The internet does make it easier to avoid talking to people. In my job, we can approach candidates via phone or email. I tend to choose email. My coworker prefers the phone. He’s older than me. This is not an insult, just a fact. I don’t choose email because I’m a coward or I’m shy. I choose email because it’s what I’m used to and from my point of view, I find it far less intrusive than a phone call. I make calls when they’re necessary or I need to move really fast but if I’m just trying to see if someone’s interested in a job, I think email is very effective. When you cold call them, they tend to be irritated because you’re bothering them at work and they say “Send me an email” anyway. Also, email gives them a way to get in touch with you whenever they have time which is why I get a lot of emails after midnight.
Yet I don’t hide behind email. I use it as the tool for which it was invented. I still make sure I interact with people. The idea of not being able to meet people and talk to people is a little alarming to me yet it’s becoming more and more frequent. Sure, the younger generation interacts but they do it on Facebook and via text and via instant messenger. It makes it far easier to stay inside and be a hermit than it used to.
It’s just weird to consider life without the internet. I was reflecting back on that today which is what inspired this blog. I remember life without the internet. It really wasn’t so different just a little less…virtual. I used to be addicted to the set of Encyclopedia Brittanica’s that had been left in our house by the previous owners. They were missing one of the “M”’s which was a pain in the rear but I still made full use of them. I went to the library a lot more. I went to the mall. I read more magazines.

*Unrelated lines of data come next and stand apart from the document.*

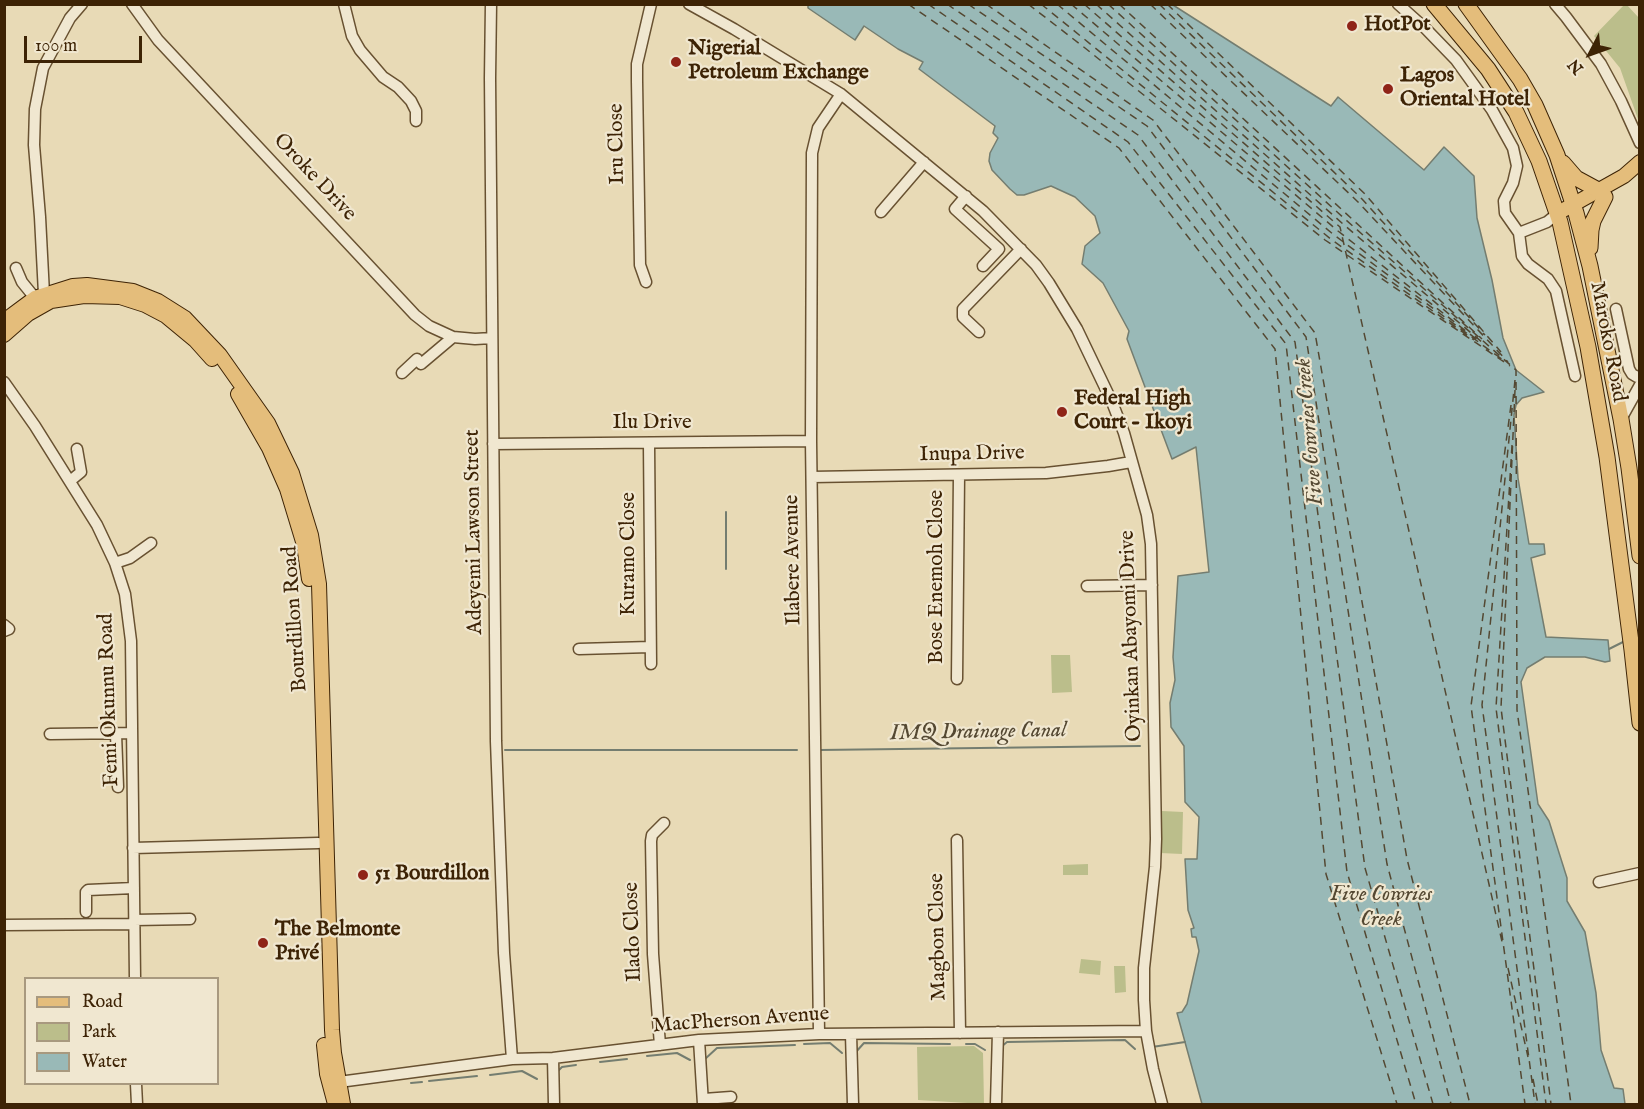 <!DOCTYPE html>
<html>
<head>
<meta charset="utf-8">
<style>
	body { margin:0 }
	#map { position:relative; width:1644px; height:1109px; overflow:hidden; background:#e8dab6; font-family:"IM FELL English",serif }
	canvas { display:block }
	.frame { position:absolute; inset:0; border:6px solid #3d2305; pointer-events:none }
	.legend { position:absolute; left:24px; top:977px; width:195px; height:108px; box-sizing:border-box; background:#f0e7d0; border:2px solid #a8997f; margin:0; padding:8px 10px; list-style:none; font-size:18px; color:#3d2305 }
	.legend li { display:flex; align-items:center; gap:12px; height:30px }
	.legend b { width:30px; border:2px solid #a8997f }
	.north { position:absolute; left:1560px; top:24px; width:60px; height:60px; -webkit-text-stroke:4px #f0e7d0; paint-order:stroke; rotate:229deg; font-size:16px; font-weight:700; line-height:24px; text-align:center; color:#3d2305 }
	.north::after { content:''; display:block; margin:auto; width:21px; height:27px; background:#3d2305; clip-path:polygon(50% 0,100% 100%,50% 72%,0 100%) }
	.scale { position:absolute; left:24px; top:36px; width:118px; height:27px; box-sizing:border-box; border:3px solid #3d2305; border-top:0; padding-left:8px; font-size:18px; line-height:21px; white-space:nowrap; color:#3d2305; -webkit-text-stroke:4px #f0e7d0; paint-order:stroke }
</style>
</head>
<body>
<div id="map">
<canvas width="1644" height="1109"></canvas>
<div class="frame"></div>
<ul class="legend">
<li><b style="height:8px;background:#e4bd7b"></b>Road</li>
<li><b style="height:16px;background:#bbbe8b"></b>Park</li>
<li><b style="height:16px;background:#99b9b7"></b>Water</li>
</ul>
<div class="north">N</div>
<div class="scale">100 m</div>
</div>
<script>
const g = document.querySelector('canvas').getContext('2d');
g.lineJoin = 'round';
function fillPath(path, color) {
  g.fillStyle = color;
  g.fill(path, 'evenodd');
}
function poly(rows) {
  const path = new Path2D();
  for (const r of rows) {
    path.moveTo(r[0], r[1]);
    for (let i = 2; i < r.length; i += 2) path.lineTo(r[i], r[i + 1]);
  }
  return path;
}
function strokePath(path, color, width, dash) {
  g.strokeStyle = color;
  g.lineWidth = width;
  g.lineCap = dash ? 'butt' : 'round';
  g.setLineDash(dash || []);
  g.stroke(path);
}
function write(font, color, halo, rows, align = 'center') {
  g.font = font + ' "IM FELL English",serif';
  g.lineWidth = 4.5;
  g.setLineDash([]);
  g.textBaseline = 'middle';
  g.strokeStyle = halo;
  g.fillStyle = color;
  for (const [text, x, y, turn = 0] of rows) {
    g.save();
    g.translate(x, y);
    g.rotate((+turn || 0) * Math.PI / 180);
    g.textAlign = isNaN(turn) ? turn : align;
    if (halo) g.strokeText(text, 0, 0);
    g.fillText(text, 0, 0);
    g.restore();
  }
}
fillPath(poly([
	[1624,5,1627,5,1639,18,1639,122,1620,68,1594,36],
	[1051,655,1070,655,1072,692,1052,693],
	[1162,811,1183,812,1182,854,1160,853],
	[1088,864,1088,875,1063,875,1063,865],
	[1081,959,1101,961,1100,975,1079,973],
	[1114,966,1125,966,1126,992,1115,993],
	[974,1046,983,1053,984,1104,918,1100,917,1047]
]), '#bbbe8b');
const water = poly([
	[808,5,1173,5,1331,106,1338,97,1424,170,1444,147,1474,176,1477,218,1492,280,1503,338,1516,370,1544,392,1522,398,1516,405,1514,415,1518,478,1529,544,1544,544,1545,554,1531,558,1546,637,1608,640,1610,661,1605,662,1585,657,1545,657,1527,668,1521,682,1538,804,1549,821,1567,878,1567,901,1585,932,1596,993,1601,1050,1614,1088,1623,1089,1625,1104,1202,1104,1177,1013,1182,1012,1187,1004,1199,951,1196,937,1192,937,1191,929,1194,928,1188,910,1185,859,1197,859,1199,817,1185,802,1184,746,1171,727,1170,703,1175,680,1173,657,1178,576,1209,572,1196,447,1172,459,1127,339,1129,331,1103,283,1082,264,1085,246,1100,233,1095,216,1075,197,1051,186,1024,195,1017,195,1010,189,992,170,989,161,990,153,998,138,993,133,995,126,919,69,923,62,898,49,864,26,855,40,808,8,808,5]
]);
fillPath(water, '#99b9b7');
strokePath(water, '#747d70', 1.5);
strokePath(poly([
	[726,512,726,569],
	[1609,649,1625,641],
	[505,750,797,750],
	[820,750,1140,746],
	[804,1044,830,1043,842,1053],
	[966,1044,975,1044,985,1050],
	[1001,1047,1007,1042,1125,1040,1135,1049],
	[1152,1047,1185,1042],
	[855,1053,864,1043,950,1044],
	[647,1056,677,1053,690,1060],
	[705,1059,717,1048,795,1045],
	[600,1062,627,1059],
	[557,1072,562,1067,576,1065],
	[490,1075,522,1071,537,1079],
	[429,1081,477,1076],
	[411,1083,422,1082]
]), '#747d70', 2);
strokePath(poly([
	[908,4,1119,148,1275,349,1326,874,1397,1104],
	[928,4,1128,142,1286,344,1347,872,1416,1104],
	[947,4,1138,135,1295,342,1365,868,1433,1104],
	[968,4,1147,126,1306,337,1387,864,1451,1104],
	[986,4,1153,120,1315,333,1407,859,1470,1104],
	[1028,4,1085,48,1325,240,1510,366],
	[1041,4,1332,240,1474,340],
	[1057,4,1334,235,1496,355],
	[1071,4,1338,231,1480,342],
	[1084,4,1340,227,1503,946],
	[1096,4,1343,224,1483,343],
	[1108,4,1346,220,1516,370,1517,710,1571,1104],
	[1119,4,1482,339],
	[1150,4,1358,202,1508,362],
	[1159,4,1362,199,1485,335],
	[1167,4,1365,194,1501,352],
	[1495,354,1503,360],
	[1515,380,1482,705,1535,1104],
	[1515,390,1501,708,1551,1104],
	[1511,405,1471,706,1525,1104],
	[1512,445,1496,708,1546,1104],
	[1508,968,1528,1057],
	[1533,1079,1538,1104]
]), '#544832', 1.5, [8, 6]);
const minor = poly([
	[132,4,158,40,415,315,429,326,453,337,475,339,492,338],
	[344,4,352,36,360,50,383,77,398,87,411,101,416,111,416,121],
	[491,4,490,78,496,741,504,953,512,1059],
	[689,4,734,29,841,94,983,211,1036,265,1049,283,1077,329,1112,402,1124,433,1147,515,1151,544,1156,839,1155,867,1144,968,1144,1000,1146,1031,1153,1069,1162,1104],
	[1398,4,1426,29,1456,60,1492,110,1513,148,1517,166,1513,183,1504,201,1505,213,1519,233,1522,256,1528,264,1548,279,1556,291,1575,376],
	[1555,4,1566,17,1601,64,1621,101,1640,143],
	[966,196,955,209,999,249,983,266],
	[881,212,924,162],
	[1519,233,1547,222,1558,213],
	[16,268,22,282,35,298],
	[646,282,640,265,637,81,637,64,651,4],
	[44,294,40,217,34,145,35,109,43,68,70,18,82,4],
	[1616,309,1629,369,1632,374,1637,377,1640,376],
	[979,332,963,317,963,309,1021,249],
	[402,373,417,359,421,364,453,337],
	[4,382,35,426,97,525,115,563,125,594,131,641,135,978],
	[1621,419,1640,385],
	[493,444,811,441],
	[649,444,651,664],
	[812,477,1046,473,1108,466,1131,462],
	[70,481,81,472,77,449],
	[115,563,130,558,151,543],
	[1087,586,1152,585],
	[4,625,9,629,4,631],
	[579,649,650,647],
	[957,679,959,475],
	[50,734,132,733],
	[116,734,118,787],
	[957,840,960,1033],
	[133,848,318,843],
	[1599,882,1640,873],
	[86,912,86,892,88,890,134,888],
	[134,920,190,919],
	[4,925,134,924],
	[819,1034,811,441,812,153,818,128,841,94],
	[851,1034,853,1104],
	[699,1040,703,1104],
	[660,1045,653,954,651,841,652,835,664,823],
	[553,1058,554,1104],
	[339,1082,512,1059,553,1058,699,1040,819,1034,1146,1031],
	[136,1084,137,1104],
	[704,1099,731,1097],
	[996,1104,998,1032]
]);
const major = poly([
	[1558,213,1624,176,1640,162],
	[4,321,35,298,73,286,87,285,133,291,158,301,185,318,220,355,268,423,292,473,311,535,319,584,332,1030,334,1053,343,1104],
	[4,335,28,314,51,301,84,296,120,297,145,305,166,316,195,340,212,359],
	[238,394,269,448,287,489,304,545,309,579],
	[324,1045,327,1074,335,1104]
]);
const highway = poly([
	[1434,4,1488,69,1516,112,1539,161,1560,222,1588,347,1607,457,1632,650,1640,723],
	[1466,4,1520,79,1535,105,1557,155,1576,213,1590,266,1621,419,1629,468,1640,556],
	[1563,163,1576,178,1600,191],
	[1590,248,1591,230,1593,221,1605,197]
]);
strokePath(minor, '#685131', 13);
strokePath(major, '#3d2305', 16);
strokePath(highway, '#3d2305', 17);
strokePath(minor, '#f0e7d0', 10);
strokePath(major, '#e4bd7b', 14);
strokePath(highway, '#e4bd7b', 15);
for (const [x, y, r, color] of [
	[1352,26,6,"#8f2418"],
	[676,62,6,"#8f2418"],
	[1388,89,6,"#8f2418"],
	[1062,412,6,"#8f2418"],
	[363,875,6,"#8f2418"],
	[263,943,6,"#8f2418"]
]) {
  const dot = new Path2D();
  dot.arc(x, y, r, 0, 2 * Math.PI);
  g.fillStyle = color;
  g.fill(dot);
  strokePath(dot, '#f0e7d0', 2);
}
write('bold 21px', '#3d2305', '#f0e7d0', [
	["HotPot",1364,26],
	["Nigerial",688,50],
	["Petroleum Exchange",688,74],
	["Lagos",1400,77],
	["Oriental Hotel",1400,101],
	["Federal High",1074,400],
	["Court - Ikoyi",1074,424],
	["51 Bourdillon",375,875],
	["The Belmonte",275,931],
	["Privé",275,955]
], 'left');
write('21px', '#3d2305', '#f0e7d0', [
	["Iru Close",618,144,-91],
	["Oroke Drive",314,178,47],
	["Maroko Road",1607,342,79],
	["Ilu Drive",652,424],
	["Inupa Drive",972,455,-1],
	["Adeyemi Lawson Street",475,532,-91],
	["Kuramo Close",630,554,-90],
	["Ilabere Avenue",794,560,-91],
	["Bose Enemoh Close",938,577,-90],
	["Bourdillon Road",296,619,-94],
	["Oyinkan Abayomi Drive",1132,636,-92],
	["Femi Okunnu Road",110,700,-92],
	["Ilado Close",634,932,-92],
	["Magbon Close",939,937,-91],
	["MacPherson Avenue",741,1021,-4]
]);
write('italic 22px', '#544832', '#f0e7d0', [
	["Five Cowries Creek",1311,432,-95],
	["IMQ Drainage Canal",978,733,-1],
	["Five Cowries",1381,895],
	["Creek",1381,920]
]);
</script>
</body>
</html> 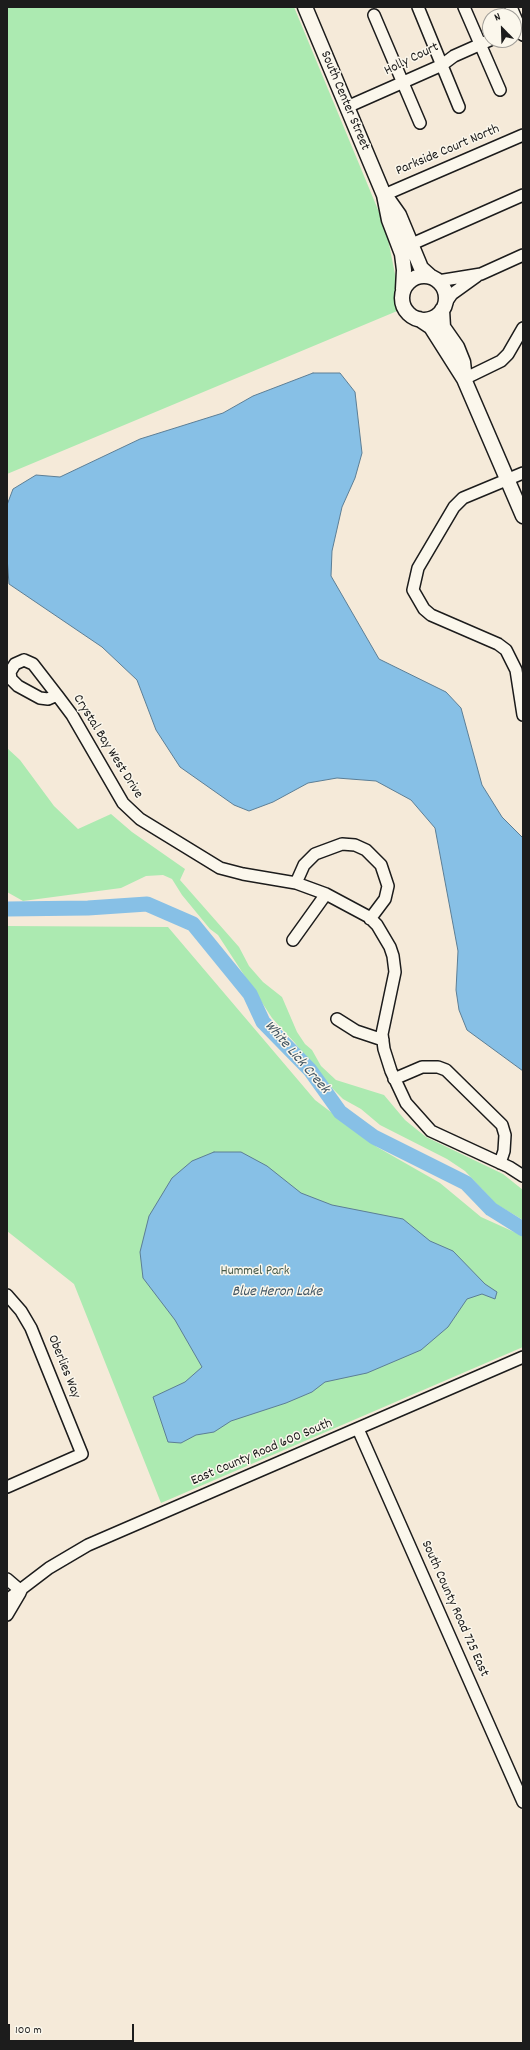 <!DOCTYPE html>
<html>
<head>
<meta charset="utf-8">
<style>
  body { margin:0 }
  #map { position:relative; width:530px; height:2050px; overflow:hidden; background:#f5ead9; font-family:Dekko,sans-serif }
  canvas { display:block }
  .frame { position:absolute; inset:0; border:8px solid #1c1c1c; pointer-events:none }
  .north { position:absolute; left:482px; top:8px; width:40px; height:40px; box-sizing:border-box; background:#fbf7ec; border:1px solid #a29f99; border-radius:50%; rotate:337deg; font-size:11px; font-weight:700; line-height:16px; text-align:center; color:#1c1c1c }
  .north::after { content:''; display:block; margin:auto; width:14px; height:18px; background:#1c1c1c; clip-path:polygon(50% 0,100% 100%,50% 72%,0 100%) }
  .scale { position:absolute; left:8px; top:2024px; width:126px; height:18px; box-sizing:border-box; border:2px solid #1c1c1c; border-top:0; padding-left:5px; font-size:12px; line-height:14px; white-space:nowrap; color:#1c1c1c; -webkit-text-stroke:3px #fbf7ec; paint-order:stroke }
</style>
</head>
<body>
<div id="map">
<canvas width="530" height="2050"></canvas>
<div class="frame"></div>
<div class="north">N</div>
<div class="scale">100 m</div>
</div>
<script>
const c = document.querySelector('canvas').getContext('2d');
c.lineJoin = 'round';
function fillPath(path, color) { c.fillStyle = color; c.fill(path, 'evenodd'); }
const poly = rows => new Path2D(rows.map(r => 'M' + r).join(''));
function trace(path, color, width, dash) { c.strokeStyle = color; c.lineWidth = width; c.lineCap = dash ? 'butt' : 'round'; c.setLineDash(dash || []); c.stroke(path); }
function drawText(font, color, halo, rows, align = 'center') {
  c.font = font + ' Dekko,sans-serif'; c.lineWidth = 3; c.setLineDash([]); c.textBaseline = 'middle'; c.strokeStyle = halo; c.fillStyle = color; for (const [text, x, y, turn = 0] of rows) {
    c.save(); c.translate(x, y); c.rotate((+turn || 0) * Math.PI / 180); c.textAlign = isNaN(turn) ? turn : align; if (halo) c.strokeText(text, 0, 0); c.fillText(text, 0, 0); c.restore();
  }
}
const green = poly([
  [7,7,294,7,386,229,402,309,7,474],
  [7,748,20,760,54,806,78,829,111,814,132,832,185,869,180,880,239,947,249,966,263,982,282,997,297,1032,305,1044,312,1050,321,1066,336,1080,384,1095,405,1120,426,1137,503,1174,523,1190,523,1220,496,1204,465,1171,447,1159,380,1125,361,1109,343,1099,321,1077,295,1043,272,1018,218,935,210,929,182,895,172,879,163,875,146,876,121,888,23,901,7,892],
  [7,926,168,927,315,1100,377,1147,440,1183,481,1217,523,1236,523,1347,161,1503,74,1284,7,1231]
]);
const water = poly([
  [313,373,340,373,355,392,362,453,355,478,342,507,332,551,331,576,379,659,446,692,461,708,482,785,502,817,523,838,523,1071,467,1030,459,1010,456,990,458,951,435,828,411,800,376,781,337,778,308,783,273,802,249,811,234,805,180,767,156,730,137,680,102,647,9,584,7,557,7,505,13,489,36,475,60,477,140,439,223,413,253,396,313,373],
  [214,1152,241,1152,267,1166,301,1193,332,1205,403,1219,430,1241,453,1251,485,1284,497,1292,495,1299,482,1294,467,1299,448,1327,421,1350,367,1373,325,1382,312,1392,286,1403,231,1421,214,1432,196,1435,181,1443,168,1442,153,1397,185,1382,202,1367,175,1320,143,1278,140,1252,149,1216,172,1178,192,1161,214,1152]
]);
const river = poly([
  [7,909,88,908,147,904,193,924,250,994,263,1022,310,1070,340,1112,374,1137,466,1183,491,1209,523,1229]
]);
const minor = poly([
  [418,7,459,107],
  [464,7,500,90],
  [511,7,523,35],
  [374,15,420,123],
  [347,107,442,65,454,56,490,40],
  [384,195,523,135],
  [412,244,523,195],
  [438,281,481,274,523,255],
  [445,304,452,294,477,276],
  [464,379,501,361,508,354,523,328],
  [523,473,463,498,454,507,418,568,413,590,424,609,431,615,498,644,506,650,516,670,523,715],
  [24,660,33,664,57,695,48,699,40,698,18,686,11,679,10,672,15,664,24,660],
  [57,695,72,715,123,803,140,819,220,868,243,874,296,883,326,894,369,917,377,925,390,947,393,956,395,972,382,1034,384,1049,391,1071,406,1103,431,1131,509,1167,523,1176],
  [296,883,304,865,315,854,342,844,355,845,366,850,381,865,388,886,385,899,370,919],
  [293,940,326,894],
  [337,1019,356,1031,383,1040],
  [394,1079,422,1067,438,1067,446,1070,502,1125,505,1135,504,1151,500,1163],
  [7,1295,21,1311,31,1328,82,1454,7,1487],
  [358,1429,523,1802],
  [7,1579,21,1591],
  [7,1600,49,1568,88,1545,523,1357],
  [7,1615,20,1593]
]);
const major = poly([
  [305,7,384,195,389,220,402,254,404,270,403,289],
  [387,198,399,215,421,268,431,277],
  '402 298a22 22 0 1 1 44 0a22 22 0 1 1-44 0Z',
  [442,310,443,327,457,347,463,362,464,371],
  [419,319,431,327,464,379,523,516]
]);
const streetNames = [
  ["Holly Court",412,60,-26],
  ["South Center Street",344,101,67],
  ["Parkside Court North",448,151,-23],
  ["Crystal Bay West Drive",107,747,58],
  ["Oberlies Way",63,1367,68],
  ["East County Road 600 South",262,1453,-23],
  ["South County Road 725 East",454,1609,66]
];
const parkNames = [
  ["Hummel Park",255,1272]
];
const waterNames = [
  ["White Lick Creek",296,1058,49],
  ["Blue Heron Lake",277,1293]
];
fillPath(green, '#aceab1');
fillPath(water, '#87c0e6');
trace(water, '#5c7e95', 1);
trace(river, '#87c0e6', 15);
trace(minor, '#1c1c1c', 14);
trace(major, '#1c1c1c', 17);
trace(minor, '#fbf7ec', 11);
trace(major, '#fbf7ec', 14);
drawText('14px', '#1c1c1c', '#fbf7ec', streetNames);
drawText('14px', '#475a49', '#fbf7ec', parkNames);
drawText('italic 15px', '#415563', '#fbf7ec', waterNames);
</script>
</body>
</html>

You get the picture. There was life before the internet and it’s a life I remember. It’s just now, I use it constantly at work and at home. For work, it’s our lifesource- it’s how we find resumes and resumes find us. At home, it’s my tool for everything from the pups having an upset tummy to me having to order a new Lawnmower from Home Depot and finding out which is the best model and value for money.
It’s really amazing how life evolves and it happens so quickly but, simultaneously, so gradually that we don’t really notice. It’s only when we stop and actually look back that we see how far things have come and in how short of a time. I’m sure the same can be said for many things in life but, for me, it’s in technology I notice it most. It’s not just the evolution of life from the actual to the virtual but the streamlining of the technology itself. We no longer have the giant, clumsy computers and mainframes from “War Games.” We have tiny, thin, light-as-a-feather laptops that we can shove in a backpack. We now watch movies without having to insert anything into a machine instead of massive videotapes that could get chewed up if you forgot to clean the player.
I could go on and on. It’s just weird to look back to less than 20 years ago and think that there was yet to be a Google or an Amazon.com or an iTunes when these things are such a part of our lives nowadays. In a way, it forced us to be more self-sufficient but, in a way, we wasted a lot of time and a lot more gas to get places.
As with everything there are pluses and negatives. However, even though it’s a massive time waster and allows us to hide behind our electronic personas, I choose to think that the invention of the internet is a good thing.
After all, without the internet, I wouldn’t be blogging about there being an internet. Which is actually quite surreal when I stop and think about it.
Perhaps I better not. This blog is long enough already.
Happy Friday, have a great weekend and thanks for reading!